The problems that North-East India face are not today’s. And at least since Independence, we know who to blame for it. No one from any government at the Centre can say they had not neglected the region. The rest of India has continuously done so, and I can give hundreds of examples of this, which would sound like accusations but are true. Take for example the bridges over the Brahmaputra or the oil refineries. For each one of them, the people of Assam have had to agitate, while in other parts of the country they come as part of the normal developmental process.
What is worse is that whatever the Centre does or gives to the North-East, it is made to sound as if it has been some kind of alms, some kind of favour. That does not happen when things are given to other states, say Bihar or Maharashtra. So, if people of the region feel disgruntled and alienated, it is very much justified.
The people of the North-East are very simple in their behaviour and outlook towards life, and the governments at the Centre have always taken advantage of that. Most of the genuine grievances of the people there have been allowed to fester over decades and never attended to when they were solvable. Now, many of that has solidified and aggravated into militant movements. I don’s support militant approach to problems but then it has been allowed to happen by the uncaring political class, both at the Centre and the region.
Let me give you one recorded example. When the Naga leader Phizo wanted to meet the then Prime Minister Morarji Desai in London, he was told that first he had to announce his allegiance to the Indian Constitution. It is simply beyond me how can a leader refuse to meet someone from his own country just because he has problems with our Constitution. You go and meet and discuss, only through which problems can be resolved, not by such attitudes. First the problems will allowed to be aggravated, and not resolved when they would be in their very initial, resolvable phases, and then Army would be brought in to roughly to control things when it becomes uncomfortable.

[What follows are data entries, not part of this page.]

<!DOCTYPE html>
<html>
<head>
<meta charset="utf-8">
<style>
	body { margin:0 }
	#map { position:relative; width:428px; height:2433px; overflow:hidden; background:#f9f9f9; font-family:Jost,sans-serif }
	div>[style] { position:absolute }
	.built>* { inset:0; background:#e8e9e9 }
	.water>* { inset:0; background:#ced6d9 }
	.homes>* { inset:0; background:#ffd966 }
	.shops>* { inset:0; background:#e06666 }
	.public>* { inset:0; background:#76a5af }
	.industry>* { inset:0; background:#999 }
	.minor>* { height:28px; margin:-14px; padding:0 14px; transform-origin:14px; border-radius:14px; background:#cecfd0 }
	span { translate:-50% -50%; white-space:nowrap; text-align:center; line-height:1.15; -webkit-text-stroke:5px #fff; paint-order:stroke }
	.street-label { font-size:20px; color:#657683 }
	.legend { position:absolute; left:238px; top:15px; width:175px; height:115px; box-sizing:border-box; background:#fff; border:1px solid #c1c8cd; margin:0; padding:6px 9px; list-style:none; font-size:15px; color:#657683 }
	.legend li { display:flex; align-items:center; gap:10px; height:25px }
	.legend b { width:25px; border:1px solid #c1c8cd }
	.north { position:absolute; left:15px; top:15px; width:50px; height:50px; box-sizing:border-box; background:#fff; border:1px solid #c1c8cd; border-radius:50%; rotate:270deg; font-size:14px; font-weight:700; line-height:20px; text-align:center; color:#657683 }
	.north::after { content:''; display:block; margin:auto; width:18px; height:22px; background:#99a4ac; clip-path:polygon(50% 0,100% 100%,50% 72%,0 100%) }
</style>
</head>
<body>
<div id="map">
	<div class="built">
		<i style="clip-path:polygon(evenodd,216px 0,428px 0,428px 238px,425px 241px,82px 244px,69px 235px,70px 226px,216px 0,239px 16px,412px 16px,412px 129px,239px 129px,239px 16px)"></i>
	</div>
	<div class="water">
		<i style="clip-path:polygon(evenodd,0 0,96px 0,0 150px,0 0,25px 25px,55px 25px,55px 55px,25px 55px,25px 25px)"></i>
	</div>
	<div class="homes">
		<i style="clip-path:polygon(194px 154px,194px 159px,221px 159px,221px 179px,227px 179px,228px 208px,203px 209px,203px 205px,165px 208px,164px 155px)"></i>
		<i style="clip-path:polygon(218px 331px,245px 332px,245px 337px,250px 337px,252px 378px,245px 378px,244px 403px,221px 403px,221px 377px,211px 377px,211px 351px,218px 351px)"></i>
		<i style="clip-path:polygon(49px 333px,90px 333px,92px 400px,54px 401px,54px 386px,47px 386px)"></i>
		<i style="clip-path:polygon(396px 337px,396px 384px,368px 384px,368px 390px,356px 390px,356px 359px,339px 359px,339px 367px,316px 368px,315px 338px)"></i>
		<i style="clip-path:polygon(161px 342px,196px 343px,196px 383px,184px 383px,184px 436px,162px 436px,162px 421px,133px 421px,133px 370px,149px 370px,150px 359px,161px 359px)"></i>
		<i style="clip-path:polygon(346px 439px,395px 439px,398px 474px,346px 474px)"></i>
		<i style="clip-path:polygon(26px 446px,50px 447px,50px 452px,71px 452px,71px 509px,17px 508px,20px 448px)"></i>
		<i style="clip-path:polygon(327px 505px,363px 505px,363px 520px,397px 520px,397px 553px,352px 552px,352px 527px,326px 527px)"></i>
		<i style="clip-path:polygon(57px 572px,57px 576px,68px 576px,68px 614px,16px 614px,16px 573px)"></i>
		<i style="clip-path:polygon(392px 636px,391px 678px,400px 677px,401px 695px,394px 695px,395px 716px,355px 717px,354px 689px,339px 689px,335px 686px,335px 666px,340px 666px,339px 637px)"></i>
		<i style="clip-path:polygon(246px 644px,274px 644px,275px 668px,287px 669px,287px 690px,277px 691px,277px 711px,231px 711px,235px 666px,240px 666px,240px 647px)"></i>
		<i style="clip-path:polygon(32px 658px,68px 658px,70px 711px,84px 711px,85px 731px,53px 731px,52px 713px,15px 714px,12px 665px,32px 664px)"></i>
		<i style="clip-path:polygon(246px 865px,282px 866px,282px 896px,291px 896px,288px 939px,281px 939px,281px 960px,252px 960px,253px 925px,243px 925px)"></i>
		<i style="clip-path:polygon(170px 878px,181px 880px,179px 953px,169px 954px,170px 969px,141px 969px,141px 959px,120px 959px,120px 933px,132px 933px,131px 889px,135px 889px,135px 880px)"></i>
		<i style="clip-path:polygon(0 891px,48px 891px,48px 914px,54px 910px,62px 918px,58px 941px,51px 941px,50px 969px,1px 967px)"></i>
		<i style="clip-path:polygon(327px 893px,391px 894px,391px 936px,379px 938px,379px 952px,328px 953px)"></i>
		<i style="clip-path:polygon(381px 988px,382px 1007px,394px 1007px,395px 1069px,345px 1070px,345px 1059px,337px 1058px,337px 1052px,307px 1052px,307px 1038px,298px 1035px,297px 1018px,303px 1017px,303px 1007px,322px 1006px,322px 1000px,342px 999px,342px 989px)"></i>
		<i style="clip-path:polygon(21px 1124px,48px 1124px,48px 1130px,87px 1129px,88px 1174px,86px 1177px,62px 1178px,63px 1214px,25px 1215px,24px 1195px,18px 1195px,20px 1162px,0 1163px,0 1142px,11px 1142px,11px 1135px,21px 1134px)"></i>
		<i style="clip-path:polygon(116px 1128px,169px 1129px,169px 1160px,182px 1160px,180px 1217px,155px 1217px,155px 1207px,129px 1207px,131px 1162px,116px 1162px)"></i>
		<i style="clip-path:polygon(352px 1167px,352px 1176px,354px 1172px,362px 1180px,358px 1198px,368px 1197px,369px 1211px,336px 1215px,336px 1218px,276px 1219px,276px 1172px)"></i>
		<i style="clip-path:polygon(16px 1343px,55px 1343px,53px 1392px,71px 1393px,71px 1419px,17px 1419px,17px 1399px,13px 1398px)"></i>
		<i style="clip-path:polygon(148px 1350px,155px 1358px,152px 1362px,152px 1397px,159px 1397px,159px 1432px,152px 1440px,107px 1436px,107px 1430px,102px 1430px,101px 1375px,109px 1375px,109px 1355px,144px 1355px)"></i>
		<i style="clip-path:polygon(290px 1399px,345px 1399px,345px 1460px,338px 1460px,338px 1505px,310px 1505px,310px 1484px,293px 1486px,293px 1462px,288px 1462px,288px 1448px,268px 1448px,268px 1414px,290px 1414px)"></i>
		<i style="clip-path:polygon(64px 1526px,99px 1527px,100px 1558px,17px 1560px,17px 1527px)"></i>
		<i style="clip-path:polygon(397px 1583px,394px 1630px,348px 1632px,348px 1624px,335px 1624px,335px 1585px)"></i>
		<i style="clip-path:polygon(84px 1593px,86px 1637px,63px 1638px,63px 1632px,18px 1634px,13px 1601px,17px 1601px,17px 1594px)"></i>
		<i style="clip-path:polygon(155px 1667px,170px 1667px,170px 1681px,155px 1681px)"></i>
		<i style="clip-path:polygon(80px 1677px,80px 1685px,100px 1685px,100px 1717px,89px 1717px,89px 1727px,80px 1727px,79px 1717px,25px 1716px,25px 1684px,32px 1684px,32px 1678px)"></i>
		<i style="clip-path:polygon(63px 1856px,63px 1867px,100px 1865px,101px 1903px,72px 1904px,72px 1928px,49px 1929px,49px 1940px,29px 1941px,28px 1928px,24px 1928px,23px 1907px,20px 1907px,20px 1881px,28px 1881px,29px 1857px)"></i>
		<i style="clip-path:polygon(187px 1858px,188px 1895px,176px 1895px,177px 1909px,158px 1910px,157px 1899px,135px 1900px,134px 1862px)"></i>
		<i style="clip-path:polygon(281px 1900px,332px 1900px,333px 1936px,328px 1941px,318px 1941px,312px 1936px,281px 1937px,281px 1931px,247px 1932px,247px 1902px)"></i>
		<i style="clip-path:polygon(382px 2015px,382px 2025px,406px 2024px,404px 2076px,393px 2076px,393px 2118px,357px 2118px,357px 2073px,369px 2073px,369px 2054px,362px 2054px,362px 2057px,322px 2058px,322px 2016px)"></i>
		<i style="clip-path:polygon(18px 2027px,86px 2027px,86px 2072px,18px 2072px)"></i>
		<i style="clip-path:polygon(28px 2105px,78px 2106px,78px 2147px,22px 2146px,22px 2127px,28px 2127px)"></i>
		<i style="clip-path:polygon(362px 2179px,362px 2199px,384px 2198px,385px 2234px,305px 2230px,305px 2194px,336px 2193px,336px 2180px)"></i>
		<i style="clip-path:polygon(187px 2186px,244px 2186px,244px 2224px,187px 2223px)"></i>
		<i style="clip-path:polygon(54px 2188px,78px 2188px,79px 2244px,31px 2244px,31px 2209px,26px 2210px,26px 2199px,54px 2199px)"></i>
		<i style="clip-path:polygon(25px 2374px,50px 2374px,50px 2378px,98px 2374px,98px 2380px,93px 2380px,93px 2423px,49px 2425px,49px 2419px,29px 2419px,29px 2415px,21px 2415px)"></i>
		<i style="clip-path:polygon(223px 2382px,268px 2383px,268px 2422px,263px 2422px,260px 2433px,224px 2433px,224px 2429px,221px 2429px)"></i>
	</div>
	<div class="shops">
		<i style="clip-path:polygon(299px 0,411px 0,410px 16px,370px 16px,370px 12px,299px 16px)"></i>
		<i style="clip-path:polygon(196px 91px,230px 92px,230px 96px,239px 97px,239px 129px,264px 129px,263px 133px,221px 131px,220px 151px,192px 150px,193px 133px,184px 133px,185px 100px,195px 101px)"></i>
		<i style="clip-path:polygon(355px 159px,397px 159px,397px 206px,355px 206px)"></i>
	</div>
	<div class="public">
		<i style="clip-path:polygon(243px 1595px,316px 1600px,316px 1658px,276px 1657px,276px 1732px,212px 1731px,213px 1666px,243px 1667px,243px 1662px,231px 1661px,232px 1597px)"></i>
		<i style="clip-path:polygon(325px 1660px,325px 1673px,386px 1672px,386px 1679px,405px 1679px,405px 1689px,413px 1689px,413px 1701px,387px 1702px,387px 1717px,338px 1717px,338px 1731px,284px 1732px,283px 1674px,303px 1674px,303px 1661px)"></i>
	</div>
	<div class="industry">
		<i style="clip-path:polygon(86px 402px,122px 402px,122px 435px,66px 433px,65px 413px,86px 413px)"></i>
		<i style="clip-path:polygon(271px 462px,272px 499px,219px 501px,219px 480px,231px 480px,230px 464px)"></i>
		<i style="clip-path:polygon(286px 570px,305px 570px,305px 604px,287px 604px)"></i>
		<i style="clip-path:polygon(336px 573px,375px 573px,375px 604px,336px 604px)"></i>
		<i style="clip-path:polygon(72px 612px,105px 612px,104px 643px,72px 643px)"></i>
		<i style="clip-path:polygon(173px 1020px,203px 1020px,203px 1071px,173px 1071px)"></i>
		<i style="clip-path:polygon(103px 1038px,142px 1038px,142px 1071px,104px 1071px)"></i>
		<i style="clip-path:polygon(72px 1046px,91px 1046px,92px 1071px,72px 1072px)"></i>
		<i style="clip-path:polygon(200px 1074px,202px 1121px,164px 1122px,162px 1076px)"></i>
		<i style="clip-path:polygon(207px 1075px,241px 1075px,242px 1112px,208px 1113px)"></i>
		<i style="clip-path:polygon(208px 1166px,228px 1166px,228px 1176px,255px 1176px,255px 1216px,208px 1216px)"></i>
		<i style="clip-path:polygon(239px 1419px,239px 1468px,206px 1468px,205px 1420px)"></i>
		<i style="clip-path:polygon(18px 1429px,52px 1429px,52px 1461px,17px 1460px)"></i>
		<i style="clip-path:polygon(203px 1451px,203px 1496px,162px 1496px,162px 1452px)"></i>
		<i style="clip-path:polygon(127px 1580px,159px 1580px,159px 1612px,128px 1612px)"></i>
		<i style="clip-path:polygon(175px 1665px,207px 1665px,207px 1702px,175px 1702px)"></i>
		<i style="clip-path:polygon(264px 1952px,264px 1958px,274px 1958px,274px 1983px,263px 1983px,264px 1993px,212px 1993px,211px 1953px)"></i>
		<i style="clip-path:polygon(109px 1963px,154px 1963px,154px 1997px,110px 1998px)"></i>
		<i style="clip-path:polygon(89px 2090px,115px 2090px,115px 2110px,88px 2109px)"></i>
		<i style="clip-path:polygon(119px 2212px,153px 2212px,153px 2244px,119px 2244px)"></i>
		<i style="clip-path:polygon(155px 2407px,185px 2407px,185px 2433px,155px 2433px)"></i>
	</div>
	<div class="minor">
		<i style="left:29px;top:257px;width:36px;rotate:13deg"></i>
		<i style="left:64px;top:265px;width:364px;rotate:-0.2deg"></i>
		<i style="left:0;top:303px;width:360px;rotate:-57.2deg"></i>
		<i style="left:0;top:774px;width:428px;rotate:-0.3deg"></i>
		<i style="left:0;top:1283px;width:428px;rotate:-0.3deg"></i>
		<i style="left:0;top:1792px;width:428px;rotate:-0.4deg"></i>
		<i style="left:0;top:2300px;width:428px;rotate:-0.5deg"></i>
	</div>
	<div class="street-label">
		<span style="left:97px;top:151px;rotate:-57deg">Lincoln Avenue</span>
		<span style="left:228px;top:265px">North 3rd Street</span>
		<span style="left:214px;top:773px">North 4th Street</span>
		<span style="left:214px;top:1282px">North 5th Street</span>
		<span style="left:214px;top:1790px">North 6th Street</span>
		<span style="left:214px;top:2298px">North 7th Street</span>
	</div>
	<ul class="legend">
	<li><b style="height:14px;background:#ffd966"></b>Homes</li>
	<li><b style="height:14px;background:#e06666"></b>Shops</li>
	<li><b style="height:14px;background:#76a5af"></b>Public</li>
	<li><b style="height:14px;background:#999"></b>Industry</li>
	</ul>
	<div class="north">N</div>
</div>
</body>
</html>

Local politicians of the region have also largely failed to play their roles. Did any of the region’s MPs get together in Delhi to jointly raise the issue of recent serial blasts in Assam? All they do is blame one another. People of the region have lost their faith in them long back.
The leadership of the region has also failed to make new generations aware about the resources of our region. For example, I can bet that 99.99 per cent school and college students in Assam would not be able to say five sentences about the process that converts tea leaves into tea. I don’t blame the youth for that, it is the failure of the region’s policy makers that we don’t know about our own resources. Imagine, if a process had been formulated immediately after Independence to make the students aware about the region’s resources, now many be 70 per cent of the tea business would have been in the hands of local people. The same goes for each and every resource of our region, be in timber or oil.